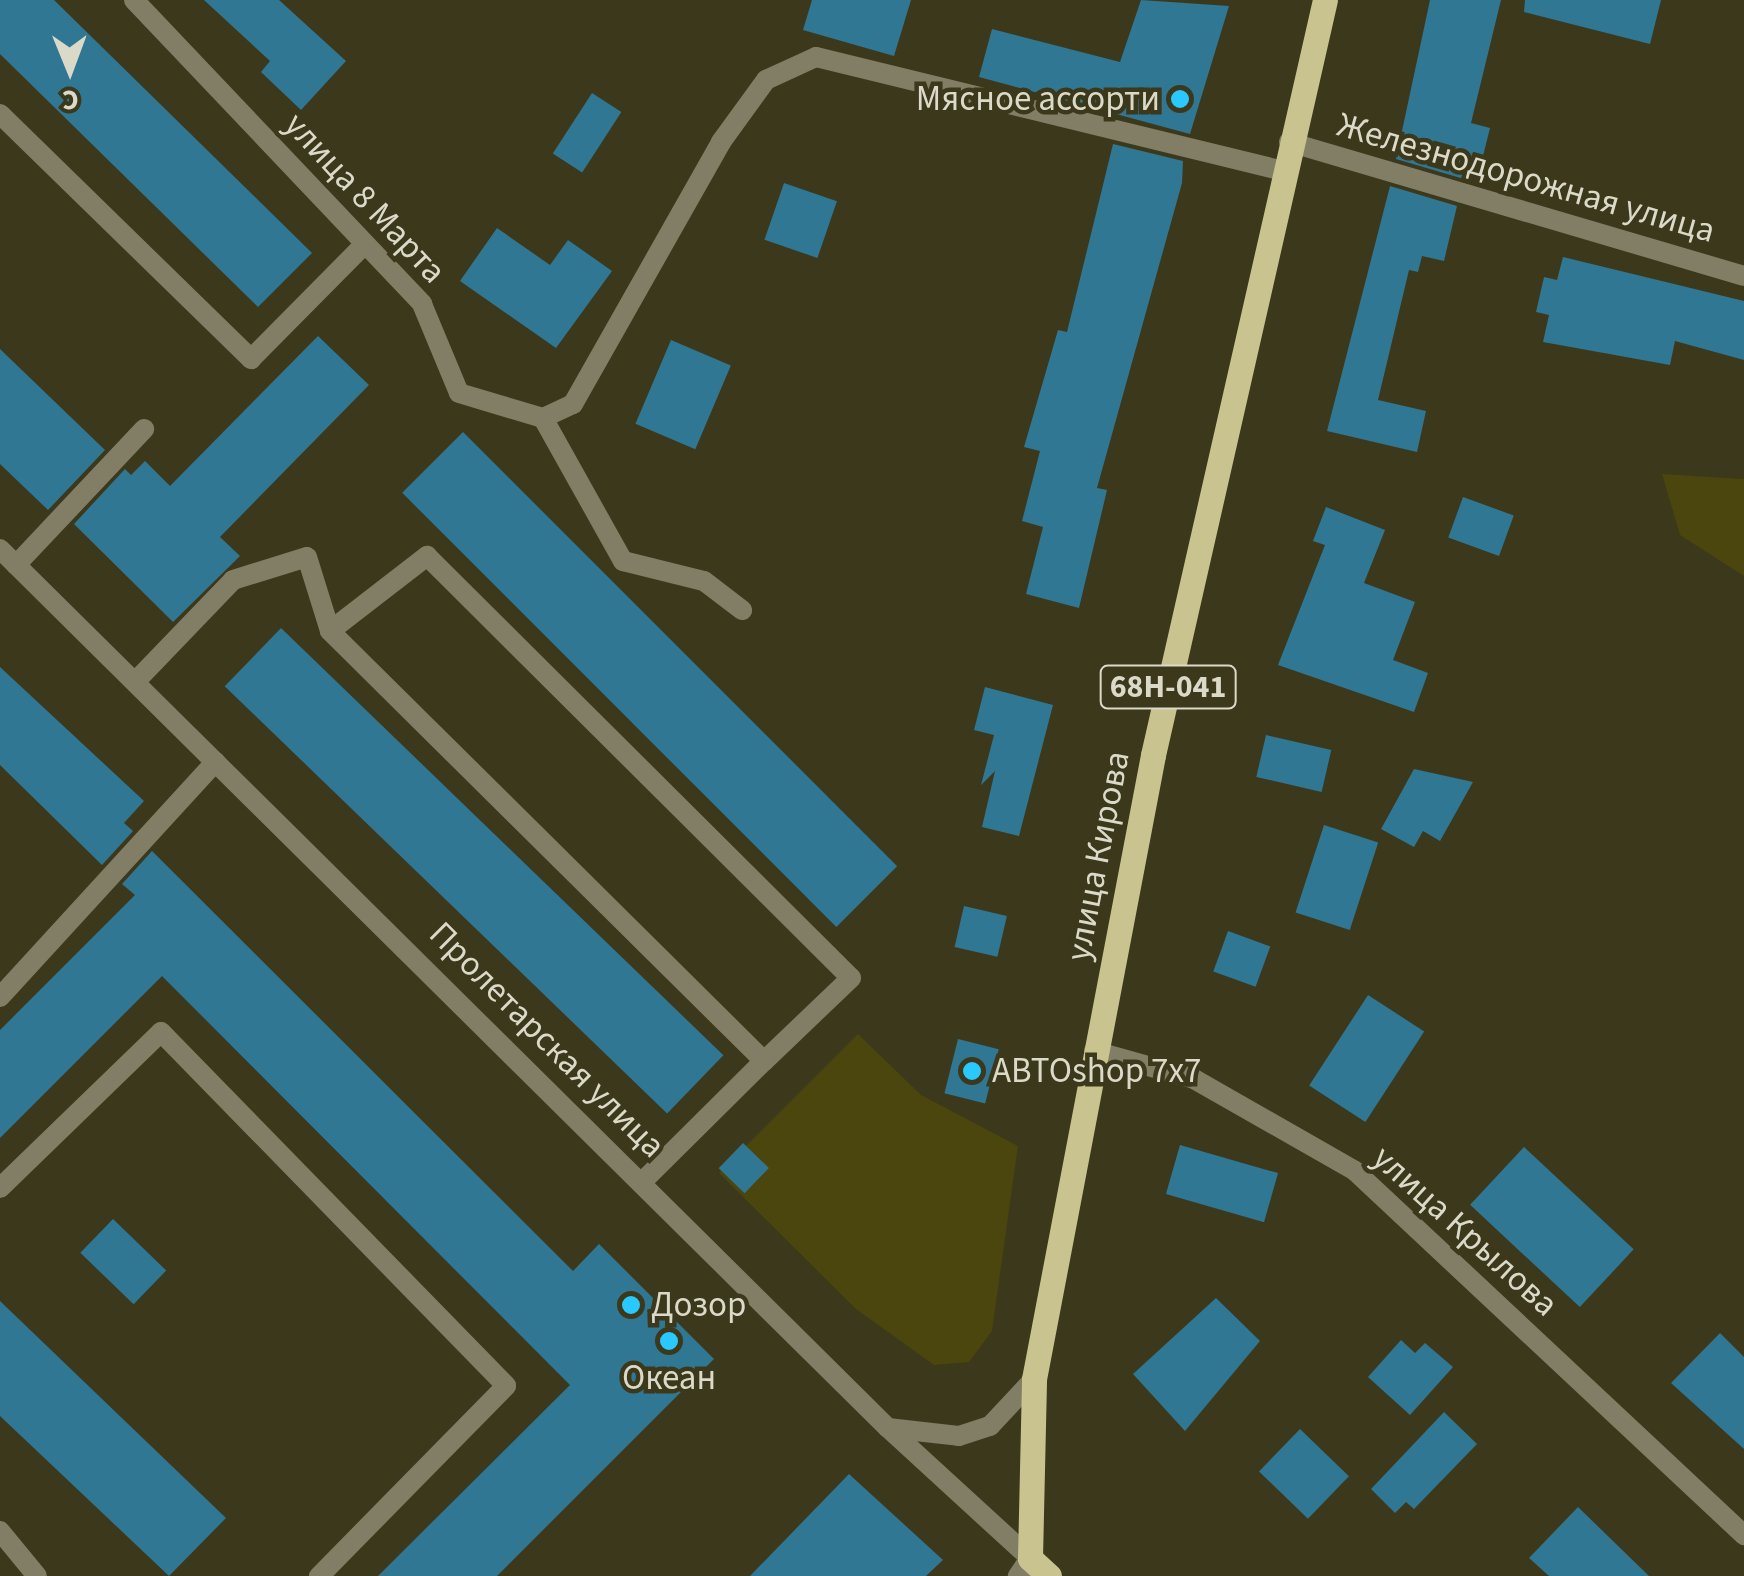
<!DOCTYPE html>
<html>
<head>
<meta charset="utf-8">
<style>
  body { margin:0 }
  #map { position:relative; width:1744px; height:1576px; overflow:hidden; background:#3c381c; font-family:"Source Sans 3",sans-serif }
  div>[style] { position:absolute }
  [style*='--x'] { left:calc(var(--x)*1px); top:calc(var(--y)*1px); width:calc(var(--w)*1px); rotate:calc(var(--a)*1deg) }
  .green>* { inset:0; background:#4b450e }
  .building>* { inset:0; background:#307793; transform-origin:0 0 }
  .service>* { height:20px; margin:-10px; padding:0 10px; transform-origin:10px; border-radius:10px; background:#817e65 }
  .minor>* { height:20px; margin:-10px; padding:0 10px; transform-origin:10px; border-radius:10px; background:#817e65 }
  .tertiary>* { height:20px; margin:-10px; padding:0 10px; transform-origin:10px; border-radius:10px; background:#817e65 }
  .primary>* { height:25px; margin:-12.5px; padding:0 12.5px; transform-origin:12.5px; border-radius:12.5px; background:#c9c48f }
  .dots>* { width:28px; height:28px; translate:-50% -50%; box-sizing:border-box; border:5px solid #3c381c; border-radius:50% }
  span { translate:-50% -50%; white-space:nowrap; text-align:center; line-height:1.15; -webkit-text-stroke:9px #3c381c; paint-order:stroke }
  .shield-label span { padding:2px 8px; background:#3c381c; border:2px solid; border-radius:8px; -webkit-text-stroke-width:0 }
  .shield-label { font-size:32px; color:#dbdac9; font-weight:700 }
  .poi-label { font-size:35px; color:#dbdac9 }
  .right { translate:-100% -50%; text-align:right }
  .left { translate:0 -50%; text-align:left }
  .street-label { font-size:35px; color:#dbdac9 }
  .north { position:absolute; left:20px; top:20px; width:100px; height:100px; -webkit-text-stroke:8px #3c381c; paint-order:stroke; rotate:179deg; font-size:28px; font-weight:700; line-height:40px; text-align:center; color:#dbdac9 }
  .north::after { content:''; display:block; margin:auto; width:35px; height:45px; background:#dbdac9; clip-path:polygon(50% 0,100% 100%,50% 72%,0 100%) }
</style>
</head>
<body>
<div id="map">
  <div class="green">
    <i style="clip-path:polygon(1662px 474px,1744px 479px,1744px 576px,1680px 535px)"></i>
    <i style="clip-path:polygon(858px 1034px,921px 1095px,1018px 1146px,992px 1331px,969px 1362px,934px 1365px,856px 1309px,719px 1173px)"></i>
  </div>
  <div class="building">
    <i style="clip-path:polygon(0 0,54px 0,312px 253px,258px 307px,0 54px)"></i>
    <i style="clip-path:polygon(204px 0,279px 0,346px 61px,301px 110px,261px 72px,270px 61px)"></i>
    <i style="clip-path:polygon(812px 0,911px 0,894px 56px,803px 30px)"></i>
    <i style="clip-path:polygon(1141px 0,1229px 6px,1190px 134px,979px 77px,992px 29px,1120px 62px)"></i>
    <i style="clip-path:polygon(1430px 0,1501px 0,1471px 123px,1490px 128px,1481px 164px,1468px 161px,1464px 179px,1396px 159px)"></i>
    <i style="clip-path:polygon(1525px 0,1661px 0,1650px 44px,1524px 12px)"></i>
    <i style="left:592px;top:93px;width:35px;height:72px;rotate:33deg"></i>
    <i style="clip-path:polygon(1113px 144px,1183px 161px,1182px 183px,1097px 488px,1107px 490px,1079px 608px,1026px 594px,1043px 527px,1022px 521px,1040px 451px,1024px 447px,1058px 330px,1067px 332px)"></i>
    <i style="left:784px;top:183px;width:56px;height:60px;rotate:19deg"></i>
    <i style="clip-path:polygon(1390px 186px,1457px 206px,1444px 261px,1422px 256px,1418px 272px,1409px 270px,1378px 400px,1426px 411px,1417px 452px,1327px 431px)"></i>
    <i style="clip-path:polygon(497px 228px,550px 265px,568px 240px,612px 271px,556px 348px,460px 281px)"></i>
    <i style="clip-path:polygon(1563px 257px,1744px 301px,1744px 360px,1675px 341px,1670px 365px,1543px 342px,1549px 315px,1536px 312px,1544px 277px,1557px 280px)"></i>
    <i style="clip-path:polygon(318px 336px,369px 385px,220px 537px,240px 556px,173px 622px,74px 524px,125px 469px,131px 475px,145px 461px,170px 486px)"></i>
    <i style="left:671px;top:340px;width:65px;height:91px;rotate:23deg"></i>
    <i style="clip-path:polygon(0 349px,105px 450px,48px 510px,0 464px)"></i>
    <i style="left:463px;top:432px;width:614px;height:86px;rotate:45deg"></i>
    <i style="left:1463px;top:497px;width:54px;height:43px;rotate:20deg"></i>
    <i style="clip-path:polygon(1326px 507px,1385px 530px,1364px 583px,1415px 602px,1393px 660px,1428px 673px,1414px 712px,1278px 665px,1325px 545px,1313px 541px)"></i>
    <i style="left:281px;top:628px;width:615px;height:81px;rotate:44deg"></i>
    <i style="clip-path:polygon(0 667px,144px 801px,124px 823px,133px 831px,102px 865px,0 765px)"></i>
    <i style="clip-path:polygon(985px 687px,1053px 705px,1019px 836px,982px 827px,995px 771px,981px 785px,994px 735px,974px 730px)"></i>
    <i style="left:1266px;top:735px;width:67px;height:43px;rotate:13deg"></i>
    <i style="clip-path:polygon(1414px 769px,1473px 782px,1440px 841px,1423px 831px,1414px 847px,1381px 829px)"></i>
    <i style="left:1324px;top:825px;width:57px;height:92px;rotate:18deg"></i>
    <i style="clip-path:polygon(152px 851px,573px 1271px,599px 1244px,714px 1359px,497px 1576px,378px 1576px,570px 1385px,162px 976px,0 1138px,0 1030px,135px 895px,122px 884px)"></i>
    <i style="left:964px;top:906px;width:44px;height:42px;rotate:13deg"></i>
    <i style="left:1228px;top:931px;width:45px;height:43px;rotate:20deg"></i>
    <i style="left:1368px;top:995px;width:67px;height:108px;rotate:33deg"></i>
    <i style="left:958px;top:1039px;width:42px;height:56px;rotate:14deg"></i>
    <i style="left:743px;top:1143px;width:36px;height:35px;rotate:44deg"></i>
    <i style="left:1180px;top:1145px;width:102px;height:51px;rotate:16deg"></i>
    <i style="left:1524px;top:1147px;width:150px;height:79px;rotate:43deg"></i>
    <i style="left:113px;top:1219px;width:74px;height:47px;rotate:44deg"></i>
    <i style="clip-path:polygon(1216px 1298px,1260px 1341px,1185px 1431px,1133px 1374px)"></i>
    <i style="clip-path:polygon(0 1301px,226px 1518px,169px 1576px,0 1416px)"></i>
    <i style="clip-path:polygon(1720px 1333px,1744px 1357px,1744px 1449px,1671px 1383px)"></i>
    <i style="clip-path:polygon(1401px 1340px,1415px 1353px,1425px 1343px,1453px 1367px,1410px 1415px,1368px 1377px)"></i>
    <i style="clip-path:polygon(1444px 1412px,1477px 1444px,1414px 1509px,1406px 1502px,1395px 1513px,1371px 1489px)"></i>
    <i style="left:1300px;top:1429px;width:68px;height:59px;rotate:44deg"></i>
    <i style="clip-path:polygon(849px 1474px,943px 1560px,926px 1576px,750px 1576px)"></i>
    <i style="clip-path:polygon(1578px 1507px,1649px 1576px,1549px 1576px,1529px 1558px)"></i>
  </div>
  <div class="service">
    <i style="--x:0;--y:114;--w:351;--a:44.3"></i>
    <i style="--x:251;--y:359;--w:161;--a:-45.3"></i>
    <i style="--x:543;--y:418;--w:164;--a:60.8"></i>
    <i style="--x:623;--y:561;--w:83;--a:13.9"></i>
    <i style="--x:704;--y:581;--w:48;--a:37.3"></i>
    <i style="--x:16;--y:565;--w:187;--a:-46.7"></i>
    <i style="--x:135;--y:682;--w:141;--a:-46.1"></i>
    <i style="--x:233;--y:580;--w:77;--a:-17.3"></i>
    <i style="--x:307;--y:557;--w:77;--a:72.7"></i>
    <i style="--x:330;--y:631;--w:123;--a:-37.7"></i>
    <i style="--x:427;--y:556;--w:598;--a:44.86"></i>
    <i style="--x:851;--y:978;--w:120;--a:136.3"></i>
    <i style="--x:764;--y:1061;--w:611;--a:-135.27"></i>
    <i style="--x:0;--y:997;--w:319;--a:-47.5"></i>
    <i style="--x:642;--y:1182;--w:172;--a:-44.8"></i>
    <i style="--x:0;--y:1188;--w:224;--a:-44.1"></i>
    <i style="--x:161;--y:1032;--w:494;--a:45.7"></i>
    <i style="--x:506;--y:1386;--w:267;--a:134.5"></i>
    <i style="--x:0;--y:1531;--w:58;--a:50.6"></i>
  </div>
  <div class="minor">
    <i style="--x:134;--y:0;--w:419;--a:46.5"></i>
    <i style="--x:422;--y:304;--w:96;--a:67.4"></i>
    <i style="--x:459;--y:393;--w:88;--a:16.6"></i>
    <i style="--x:543;--y:418;--w:33;--a:-25"></i>
    <i style="--x:573;--y:404;--w:301;--a:-60.5"></i>
    <i style="--x:721;--y:142;--w:77;--a:-54"></i>
    <i style="--x:766;--y:80;--w:55;--a:-24.7"></i>
    <i style="--x:816;--y:57;--w:480;--a:13.7"></i>
    <i style="--x:1289;--y:142;--w:474;--a:16.4"></i>
    <i style="--x:1094;--y:1051;--w:104;--a:15.6"></i>
    <i style="--x:1194;--y:1079;--w:185;--a:29.7"></i>
    <i style="--x:1355;--y:1171;--w:533;--a:43.1"></i>
  </div>
  <div class="tertiary">
    <i style="--x:0;--y:549;--w:1248;--a:44.71"></i>
    <i style="--x:887;--y:1427;--w:194;--a:42.5"></i>
    <i style="--x:1030;--y:1558;--w:22;--a:124"></i>
    <i style="--x:888;--y:1428;--w:71;--a:6.4"></i>
    <i style="--x:959;--y:1436;--w:33;--a:-18"></i>
    <i style="--x:990;--y:1426;--w:64;--a:-46.9"></i>
  </div>
  <div class="primary">
    <i style="--x:1049;--y:1576;--w:26;--a:-137"></i>
    <i style="--x:1030;--y:1558;--w:179;--a:-88.7"></i>
    <i style="--x:1034;--y:1379;--w:635;--a:-79.2"></i>
    <i style="--x:1153;--y:755;--w:774;--a:-77.17"></i>
  </div>
  <div class="dots">
    <i style="left:1180px;top:99px;background:#29c8ff"></i>
    <i style="left:972px;top:1071px;background:#29c8ff"></i>
    <i style="left:631px;top:1305px;background:#29c8ff"></i>
    <i style="left:669px;top:1341px;background:#29c8ff"></i>
  </div>
  <div class="shield-label">
    <span style="left:1168px;top:687px">68Н-041</span>
  </div>
  <div class="poi-label">
    <span class="right" style="left:1160px;top:99px">Мясное ассорти</span>
    <span class="left" style="left:992px;top:1071px">АВТОshop 7x7</span>
    <span class="left" style="left:651px;top:1305px">Дозор</span>
    <span style="left:669px;top:1378px">Океан</span>
  </div>
  <div class="street-label">
    <span style="left:1526px;top:178px;rotate:16deg">Железнодорожная улица</span>
    <span style="left:365px;top:198px;rotate:47deg">улица 8 Марта</span>
    <span style="left:1098px;top:856px;rotate:-79deg">улица Кирова</span>
    <span style="left:547px;top:1040px;rotate:45deg">Пролетарская улица</span>
    <span style="left:1465px;top:1231px;rotate:42deg">улица Крылова</span>
  </div>
  <div class="north">С</div>
</div>
</body>
</html>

= = = = = = =

[Aim of the task] A bare number should be your reply: how many lines in the entries above include the word "color".

[Output of the task] 4